Other recipients of large grants – more than $5,000 – were:

  • A Family For Every Child of Eugene, $25,000, for its family preservation and finding program;

  • Airway Science For Kids of Portland, $37,925, for its efforts to inspire young learners;

  • Asian Pacific American Network of Oregon located in Portland, $25,000, for its youth and parent empowerment program;

  • Black Parent Initiative of Portland, $25,000, for its “Pre-birth Through First 1,000 Days” initiative;

  • Bradley Angle House of Portland, $20,000, for culturally specific program capacity building;

  • Chess For Success of Portland, $25,000, for its “Athletics for the Mind” program;

  • Columbia Riverkeeper of Hood River, $20,000, for its “Clean Water Champions” effort;

  • Downtown Languages of Springfield, $15,000, to fund a family and youth program coordinator;

  • Falls City School District, $25,000, for its Family Academics Community and Enrichment for Success afterschool program;

  • KairosPDX of Portland, $30,000, for its “Family Impact” project;

  • Montessori Northwest of Portland, $25,000, for classroom expansion at its Alder location;

  • My Sisters’ Place of Newport, $15,000, for agency streamlining;

  • Native Fish Society Inc. of Oregon City, $25,000, for empowering, inspiring and growing a network of local grassroots advocates;

  • Neighborhood Economic Development Corp. of Springfield, $15,000, for its “Youth Food Innovators” program;

  • New Avenues For Youth of Portland, $25,000, to help fund its LGBTQ/mental health-focused life coach;

  • Northwest Outward Bound School of Portland, $15,000, for its program in Portland schools;

  • Northwest Youth Corps of Eugene, $30,000, for its Native American inclusion initiative;

  • Opehlia’s Place of Eugene, $16,500, for a pilot program with Bethel schools to empower girls;

  • Oregon CASA Network of Eugene, $20,000, for its “Diversity, Inclusion & Disproportionality” effort;

  • REAP Inc. of Portland, $30,000, to expand its “Solutions” program;

  • Salem Schools Foundation, $25,000, for its “Pathway to Post-Graduation Success” effort;

  • Self Enhancement Inc. of Portland, $50,000, for its “Youth Potential Realized” program;

  • Tillamook County Women’s Resource Center, $25,000, to fund domestic violence advocacy in health care;

  • Tillamook School District, $6,500, to fund its “Trauma Informed Practice” effort;

  • And Upstream Public Health of Portland, $25,000, for expanding its early childhood oral health program;

    Recipient of small grants -- $5,000 or less – were:

  • Boost Oregon of Portland, $5,000, to provide guides about childhood vaccinations for parents and health care providers;

  • Casa Latinos Unidos de Benton County of Corvallis, $5,000, for its “Aplicate!
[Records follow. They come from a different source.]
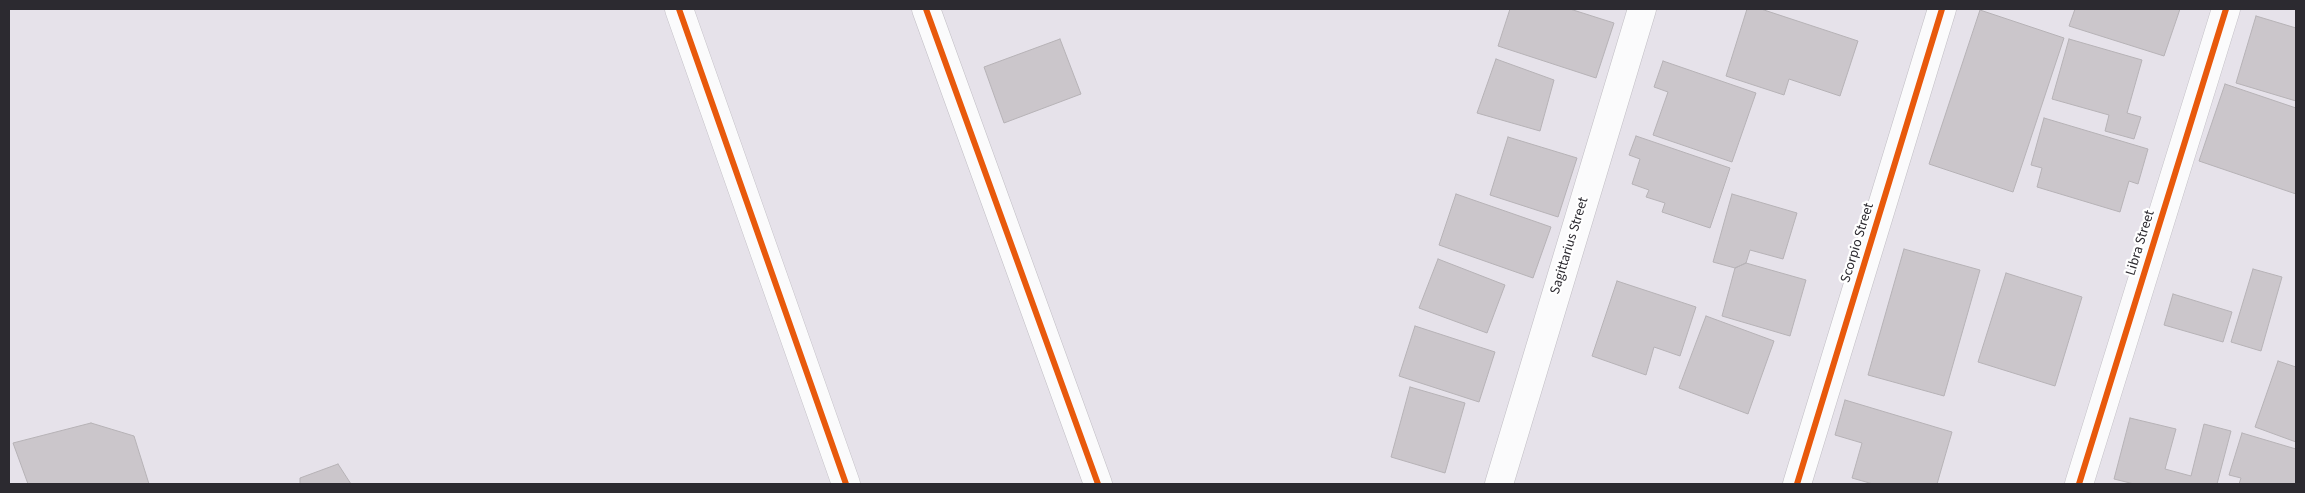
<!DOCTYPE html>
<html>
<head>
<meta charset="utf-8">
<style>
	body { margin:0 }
	#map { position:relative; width:2305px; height:493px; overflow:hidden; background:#e6e2ea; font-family:"Source Sans 3",sans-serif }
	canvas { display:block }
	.frame { position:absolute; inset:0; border:10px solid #2c2a30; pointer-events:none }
</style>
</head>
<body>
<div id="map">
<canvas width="2305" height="493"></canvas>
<div class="frame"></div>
</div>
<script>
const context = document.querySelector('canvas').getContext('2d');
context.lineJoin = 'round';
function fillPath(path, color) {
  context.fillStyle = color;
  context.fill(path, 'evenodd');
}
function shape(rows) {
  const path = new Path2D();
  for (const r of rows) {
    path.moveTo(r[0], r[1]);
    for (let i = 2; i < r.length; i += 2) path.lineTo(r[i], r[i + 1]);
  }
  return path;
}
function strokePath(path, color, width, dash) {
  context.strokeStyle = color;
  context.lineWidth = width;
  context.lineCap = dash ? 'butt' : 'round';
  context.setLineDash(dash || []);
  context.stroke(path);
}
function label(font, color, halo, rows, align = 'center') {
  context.font = font + ' "Source Sans 3",sans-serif';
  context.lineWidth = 4.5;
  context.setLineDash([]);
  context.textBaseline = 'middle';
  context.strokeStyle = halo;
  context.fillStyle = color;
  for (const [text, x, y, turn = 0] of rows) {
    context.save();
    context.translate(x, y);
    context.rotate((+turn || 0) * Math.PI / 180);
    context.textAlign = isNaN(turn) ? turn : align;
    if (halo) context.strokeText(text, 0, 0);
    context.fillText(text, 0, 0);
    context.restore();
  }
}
const building = shape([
	[1510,9,1570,9,1614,23,1596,78,1498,46,1510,9],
	[1747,9,1761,9,1858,41,1840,96,1789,79,1784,95,1726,76,1747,9],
	[2075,9,2180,9,2164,56,2069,26,2075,9],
	[1980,10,2064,38,2013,192,1929,164,1980,10],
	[2256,16,2296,28,2296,101,2236,83,2256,16],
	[1060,39,1081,94,1004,123,984,67,1060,39],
	[2069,39,2142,60,2127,113,2141,117,2134,139,2105,131,2109,115,2052,99,2069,39],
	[1496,59,1554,80,1540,131,1477,113,1496,59],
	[1663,61,1756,93,1732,162,1653,135,1668,92,1654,87,1663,61],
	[2225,84,2296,108,2296,194,2199,161,2225,84],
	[2044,118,2148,149,2138,184,2129,181,2120,212,2037,187,2042,168,2031,165,2044,118],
	[1636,136,1730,168,1710,228,1662,212,1665,203,1646,197,1649,190,1632,184,1640,159,1629,155,1636,136],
	[1508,137,1577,158,1558,217,1490,195,1508,137],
	[1456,194,1551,227,1533,278,1439,245,1456,194],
	[1732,194,1797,213,1783,259,1750,250,1746,263,1735,268,1713,262,1732,194],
	[1904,249,1980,270,1944,396,1868,375,1904,249],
	[1438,259,1505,285,1487,333,1419,308,1438,259],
	[1746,263,1806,280,1790,336,1722,316,1735,268,1746,263],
	[2253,269,2282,277,2261,351,2231,342,2253,269],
	[2006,273,2082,297,2055,386,1978,362,2006,273],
	[1617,281,1696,307,1680,356,1654,347,1646,375,1592,356,1617,281],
	[2173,294,2232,312,2223,342,2164,325,2173,294],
	[1706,316,1774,341,1748,414,1679,388,1706,316],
	[1415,326,1495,352,1479,402,1399,376,1415,326],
	[2278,361,2296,367,2296,442,2255,427,2278,361],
	[1410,387,1465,403,1445,473,1391,457,1410,387],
	[1845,400,1952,432,1937,484,1873,484,1852,478,1862,443,1835,435,1845,400],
	[2130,418,2176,429,2165,469,2191,476,2204,424,2231,431,2217,484,2134,484,2114,479,2130,418],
	[91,423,134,436,149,484,28,484,13,443,91,423],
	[2242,433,2296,449,2296,484,2239,484,2241,478,2229,475,2242,433],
	[338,464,351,484,300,484,300,478,338,464]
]);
const minor = shape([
	[679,9,846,484],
	[926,9,1098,484],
	[1499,484,1642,9],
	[1797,484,1942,9],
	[2079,484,2226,9]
]);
const cycleway = shape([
	[679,9,846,484],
	[926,9,1098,484],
	[1797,484,1942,9],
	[2079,484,2226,9]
]);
const streetNames = [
	["Scorpio Street",1858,243,-73],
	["Libra Street",2141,243,-73],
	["Sagittarius Street",1570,246,-73]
];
fillPath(building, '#cbc6cb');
strokePath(building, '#b6b2b6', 1);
strokePath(minor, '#c1bec4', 29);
strokePath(minor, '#fbfbfc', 28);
strokePath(cycleway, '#e8590c', 6);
label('14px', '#2c2a30', '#fff', streetNames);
</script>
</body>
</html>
As Tu Tarea! (Apply Yourself! Do Your Homework!)” program;

  • Coastal Range Food Bank Inc. of Blodgett, $3,000, for its food assistance and nutrition program;

  • Joint Forces Dance Company of Eugene, $4,785, for its “EVERYBody Can Dance” program;

  • Kings Valley Community Trust of Philomath, $3,000, to purchase playground and winterized exercise equipment for its Youth Community Center;

  • Mid-Lane Cares of Veneta, $5,000, for its emergency food pantry;

  • MRG Foundation of Portland, $5,000, for its “Giving Back: The Soul of Philanthropy, Reframed in Oregon” program;

  • Operation Nightwatch of Portland, $5,000, for a mental health initiative;

  • Parent Partnership of Cottage Grove, $5,000, for its McKinney Vento program;

  • Rose Haven of Portland, $5,000, for its “Bloom: Wellness and Empowerment for Women” effort;

  • Willamette Valley Law Project of Woodburn, $5,000, for its “Breaking Barriers” program at Woodburn Academy of International Studies;

  • And World Salmon Council Inc. of Portland, $4,675, for its “Salmon Watch” effort.

In the spirit of Potlatch, the Community Fund also raffled off three prizes that went to Operation Nightwatch, MRG Foundation and Joint Forces Dance Co.

After receiving their checks, agency representatives posed with Dozono for photographs taken by Tribal photographer Michelle Alaimo.


Includes information from the Yamhill County News Register.